Dr. Herstein began his career in the computer and networked PC industries, where he worked for almost 25 years. During this time he completed an MA in Interdisciplinary Studies at DePaul University... Full Bio

Bertrand Russell was frequently abused as a child by his parents and elders with the titling piece of snark to this blog entry. While not a particular Russell fan (though he was a spectacularly clear writer) I find myself of late returning to the above snottily dismissive piece of dogmatic anti-intelligence with singluar antipathy towards those who ennuciate it of late. You see, questions of mind and matter have been weighing heavily on my these last few months.
  • I have a front row seat to my father's delamination due to dementia, possibly early onset alzheimers.
  • His sister, my aunt, is evidently racing to catch up with him.
  • Which additionally suggests that I have a genetic predisposition to join them on the merry-go-round.

What is mind? Or, if you prefer, what is "the mind?" Watching it slowly disintegrate in the man who made it possible for me to achieve my earned Ph.D is not disturbing, it is enraging. How many synonyms for "powerless" do you know? (Do not imagine sharing them all with me here an now is a good idea.)

Again I ask, what is "the mind"? But now I ask, how is the previous question different from, say, Groucho Marx's classic, "are you still beating your wife?" The latter is a paradigm example of the fallacy of the Complex Question (http://www.fallacyfiles.org/loadques.html); why don't we recognize the former as such as well?

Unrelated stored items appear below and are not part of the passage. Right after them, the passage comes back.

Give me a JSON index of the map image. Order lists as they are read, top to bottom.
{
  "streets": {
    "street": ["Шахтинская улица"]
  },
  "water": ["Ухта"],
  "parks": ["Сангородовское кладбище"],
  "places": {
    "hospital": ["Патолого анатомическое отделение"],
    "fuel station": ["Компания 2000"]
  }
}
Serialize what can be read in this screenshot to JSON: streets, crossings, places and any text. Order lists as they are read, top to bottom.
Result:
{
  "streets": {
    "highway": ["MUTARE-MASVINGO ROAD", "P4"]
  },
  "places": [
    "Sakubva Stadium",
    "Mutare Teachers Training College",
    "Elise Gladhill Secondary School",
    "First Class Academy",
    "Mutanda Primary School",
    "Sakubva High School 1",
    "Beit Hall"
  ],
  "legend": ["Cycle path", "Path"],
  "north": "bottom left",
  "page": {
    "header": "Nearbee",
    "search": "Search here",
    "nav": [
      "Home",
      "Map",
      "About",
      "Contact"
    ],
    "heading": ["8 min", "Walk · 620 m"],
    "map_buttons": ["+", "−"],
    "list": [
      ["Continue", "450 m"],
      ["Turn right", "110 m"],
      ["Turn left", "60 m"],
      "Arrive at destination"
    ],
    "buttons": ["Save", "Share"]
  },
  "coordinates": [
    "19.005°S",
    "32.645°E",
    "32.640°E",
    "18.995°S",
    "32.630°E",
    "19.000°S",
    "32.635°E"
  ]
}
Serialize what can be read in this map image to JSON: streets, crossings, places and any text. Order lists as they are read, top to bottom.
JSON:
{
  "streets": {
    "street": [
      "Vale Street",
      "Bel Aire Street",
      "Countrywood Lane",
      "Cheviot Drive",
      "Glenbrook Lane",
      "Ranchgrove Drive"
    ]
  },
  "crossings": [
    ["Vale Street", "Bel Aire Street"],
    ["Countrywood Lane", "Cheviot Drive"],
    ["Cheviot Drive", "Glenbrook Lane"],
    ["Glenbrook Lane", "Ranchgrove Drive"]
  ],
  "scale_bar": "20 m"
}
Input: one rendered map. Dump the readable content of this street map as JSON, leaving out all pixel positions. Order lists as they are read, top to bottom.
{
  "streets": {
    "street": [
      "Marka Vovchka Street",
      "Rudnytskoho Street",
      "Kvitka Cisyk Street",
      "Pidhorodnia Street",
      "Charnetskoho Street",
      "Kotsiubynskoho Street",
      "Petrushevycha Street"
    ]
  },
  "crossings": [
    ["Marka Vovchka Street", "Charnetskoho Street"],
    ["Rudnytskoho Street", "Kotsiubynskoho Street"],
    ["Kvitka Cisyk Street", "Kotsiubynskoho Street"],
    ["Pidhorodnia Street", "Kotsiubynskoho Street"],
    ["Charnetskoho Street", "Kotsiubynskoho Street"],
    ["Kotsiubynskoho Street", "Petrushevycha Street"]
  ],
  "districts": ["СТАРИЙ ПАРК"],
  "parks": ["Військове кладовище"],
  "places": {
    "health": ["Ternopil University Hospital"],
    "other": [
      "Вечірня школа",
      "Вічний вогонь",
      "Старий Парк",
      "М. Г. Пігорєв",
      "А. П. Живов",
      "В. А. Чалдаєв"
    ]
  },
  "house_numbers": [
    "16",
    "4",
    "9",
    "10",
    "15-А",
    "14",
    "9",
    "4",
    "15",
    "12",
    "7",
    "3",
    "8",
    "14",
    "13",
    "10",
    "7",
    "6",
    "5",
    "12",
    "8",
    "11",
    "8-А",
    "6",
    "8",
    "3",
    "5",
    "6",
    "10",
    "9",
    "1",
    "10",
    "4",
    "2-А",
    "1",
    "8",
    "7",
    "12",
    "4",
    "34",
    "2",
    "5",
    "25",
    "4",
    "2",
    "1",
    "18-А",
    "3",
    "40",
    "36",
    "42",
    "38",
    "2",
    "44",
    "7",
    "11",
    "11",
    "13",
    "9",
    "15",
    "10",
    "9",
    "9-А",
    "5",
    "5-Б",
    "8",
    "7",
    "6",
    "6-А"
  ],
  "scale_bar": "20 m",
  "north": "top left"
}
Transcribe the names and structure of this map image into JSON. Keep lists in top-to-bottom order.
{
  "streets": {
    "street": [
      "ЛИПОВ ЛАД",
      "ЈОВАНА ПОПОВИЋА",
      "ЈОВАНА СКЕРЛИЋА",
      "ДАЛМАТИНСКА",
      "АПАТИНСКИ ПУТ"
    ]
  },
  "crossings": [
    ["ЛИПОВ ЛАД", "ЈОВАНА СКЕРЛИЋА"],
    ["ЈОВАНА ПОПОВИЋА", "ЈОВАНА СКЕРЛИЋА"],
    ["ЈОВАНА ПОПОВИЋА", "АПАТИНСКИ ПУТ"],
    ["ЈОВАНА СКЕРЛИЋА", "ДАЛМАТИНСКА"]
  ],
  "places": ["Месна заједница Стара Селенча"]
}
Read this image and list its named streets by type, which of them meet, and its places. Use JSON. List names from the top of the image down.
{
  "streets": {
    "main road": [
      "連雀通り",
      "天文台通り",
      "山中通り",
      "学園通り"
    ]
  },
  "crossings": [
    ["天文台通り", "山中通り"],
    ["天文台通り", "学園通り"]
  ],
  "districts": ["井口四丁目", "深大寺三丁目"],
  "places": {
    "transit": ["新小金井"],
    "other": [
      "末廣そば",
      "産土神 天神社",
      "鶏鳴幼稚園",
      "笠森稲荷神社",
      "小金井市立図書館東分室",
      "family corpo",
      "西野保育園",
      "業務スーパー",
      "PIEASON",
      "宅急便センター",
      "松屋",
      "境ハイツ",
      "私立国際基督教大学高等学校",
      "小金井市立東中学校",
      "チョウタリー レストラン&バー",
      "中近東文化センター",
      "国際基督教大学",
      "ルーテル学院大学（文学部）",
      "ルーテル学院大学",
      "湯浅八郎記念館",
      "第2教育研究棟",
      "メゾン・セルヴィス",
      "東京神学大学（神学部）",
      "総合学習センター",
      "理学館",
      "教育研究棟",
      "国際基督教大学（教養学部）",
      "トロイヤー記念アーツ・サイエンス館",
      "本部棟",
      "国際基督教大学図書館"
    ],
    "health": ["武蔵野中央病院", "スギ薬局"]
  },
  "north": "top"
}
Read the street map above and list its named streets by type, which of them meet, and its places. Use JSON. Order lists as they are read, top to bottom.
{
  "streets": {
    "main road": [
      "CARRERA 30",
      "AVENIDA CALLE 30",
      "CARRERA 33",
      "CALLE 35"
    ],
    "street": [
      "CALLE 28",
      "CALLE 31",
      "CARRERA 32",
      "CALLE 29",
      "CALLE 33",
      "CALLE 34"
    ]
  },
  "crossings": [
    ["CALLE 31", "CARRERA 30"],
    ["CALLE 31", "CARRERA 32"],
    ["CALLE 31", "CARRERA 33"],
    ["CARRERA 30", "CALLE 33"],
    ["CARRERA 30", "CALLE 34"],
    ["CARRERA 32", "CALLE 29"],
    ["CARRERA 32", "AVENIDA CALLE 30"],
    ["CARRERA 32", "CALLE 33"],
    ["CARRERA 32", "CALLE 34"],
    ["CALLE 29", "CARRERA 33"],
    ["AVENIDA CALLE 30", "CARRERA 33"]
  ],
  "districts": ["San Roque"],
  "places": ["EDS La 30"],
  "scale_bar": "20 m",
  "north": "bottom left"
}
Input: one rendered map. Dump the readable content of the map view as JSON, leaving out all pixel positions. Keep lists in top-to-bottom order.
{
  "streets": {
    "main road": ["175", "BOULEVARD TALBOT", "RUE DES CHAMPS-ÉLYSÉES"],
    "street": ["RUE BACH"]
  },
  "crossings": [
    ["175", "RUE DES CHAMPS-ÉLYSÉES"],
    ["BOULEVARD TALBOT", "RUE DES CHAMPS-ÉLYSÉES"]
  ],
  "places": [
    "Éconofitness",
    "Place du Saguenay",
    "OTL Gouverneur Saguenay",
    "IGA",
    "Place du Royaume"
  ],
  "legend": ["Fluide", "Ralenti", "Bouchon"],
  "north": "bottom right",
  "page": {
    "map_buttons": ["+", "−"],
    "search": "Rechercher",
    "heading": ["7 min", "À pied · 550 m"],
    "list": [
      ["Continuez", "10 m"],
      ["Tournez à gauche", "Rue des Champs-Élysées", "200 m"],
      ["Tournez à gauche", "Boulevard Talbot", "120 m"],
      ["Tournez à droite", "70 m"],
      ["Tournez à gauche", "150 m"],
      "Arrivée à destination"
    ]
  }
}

Why, in particular, do we ask that question as though "the mind" were a noun, a substance, a "thing"? Why don't we frame the question in terms of behavior and process?

The Behaviorists (in psychology) who noted the above issue, responded to it tradtionally by pulling out the biggest honkin' pieces of artillery they could lay their hands on so that they could proudly blow both of the own feet off with a single shot. "Mind is not a 'thing,' therefore there is no mind!"

Uh-huh; who knew stupid came in such vivid colors?

Verbs, actions, processes are arguably MORE real than nouns, substances, "things."

What is "mind"? "It" is the forms and modalities of MINDING. It is not a "thing" supervening upon "matter," but a functional structure of materiality in action and process. Insofar, it is more real than the brute passivity it exploits to manifest the possibilities of its expression.

My father still readily knows who I am. On the other hand (at 81 and after over 16 years of retirement) he became deeply concerned that he should be at work at 3:00 PM this afternoon while I was visiting.

And yes, I do mind.

Comments

This question of what “mind” is and how it arises has been plaguing me very much of late. It would seem to me that mind is an emergent property of the complex electrical or electro chemical reactions that are going on in the brain and seems in quality as least to be dependent on the degree of this complexity. Bigger, more complex brain, bigger more developed mind. However it is not clear to me whether it is analogous to a concrete physical manifestation such as an electrical or magnetic field that with the right physical conditions and the right measuring tools can be mapped and measured and made subject to physical laws such as these other physical attributes of matter that arise from the right combinations of atoms but produce fields that are separate from these atoms and molecules.

Is it the physical measureable structure of the physical state that matters or is it the complexity of the structure that leads somehow to another different form of field or manifestation. Is it an emergent property of atoms and fields or it is an emergent property of complexity and information?

Gary Herstein's picture
I rather suspect that there are issues of complexity that we've barely begun to learn how to measure. Various levels of interactive density are undoubtedly necessary for "mind processes" to manifest themselves in the world. But I don't think that is enough.

Some care here is needed. I do not want to be read as suggesting that "mind" is some kind of "stuff" in addition to the material substrate that supports &/or manifests it. (The language here is tricky and requires caution.) But there are issues of formal semantics that come into play which cannot (evidently) be reduced to the formal semantical terms employed in the physical sciences.

Most particularly, that category of terms known as "intentional" http://plato.stanford.edu/entries/intentionality/ seem to be intrinsically necessary to the understanding of mind and mind phenomena.

This cannot be semantically reduced to the kinds of terms used in mechanistic theories such as physics and chemistry. But since intentionality is necessary in any act of interpretation, these latter require that the intentional in order for them to take on any sort of meaning what-so-ever.

(Short response to a very complex problem.)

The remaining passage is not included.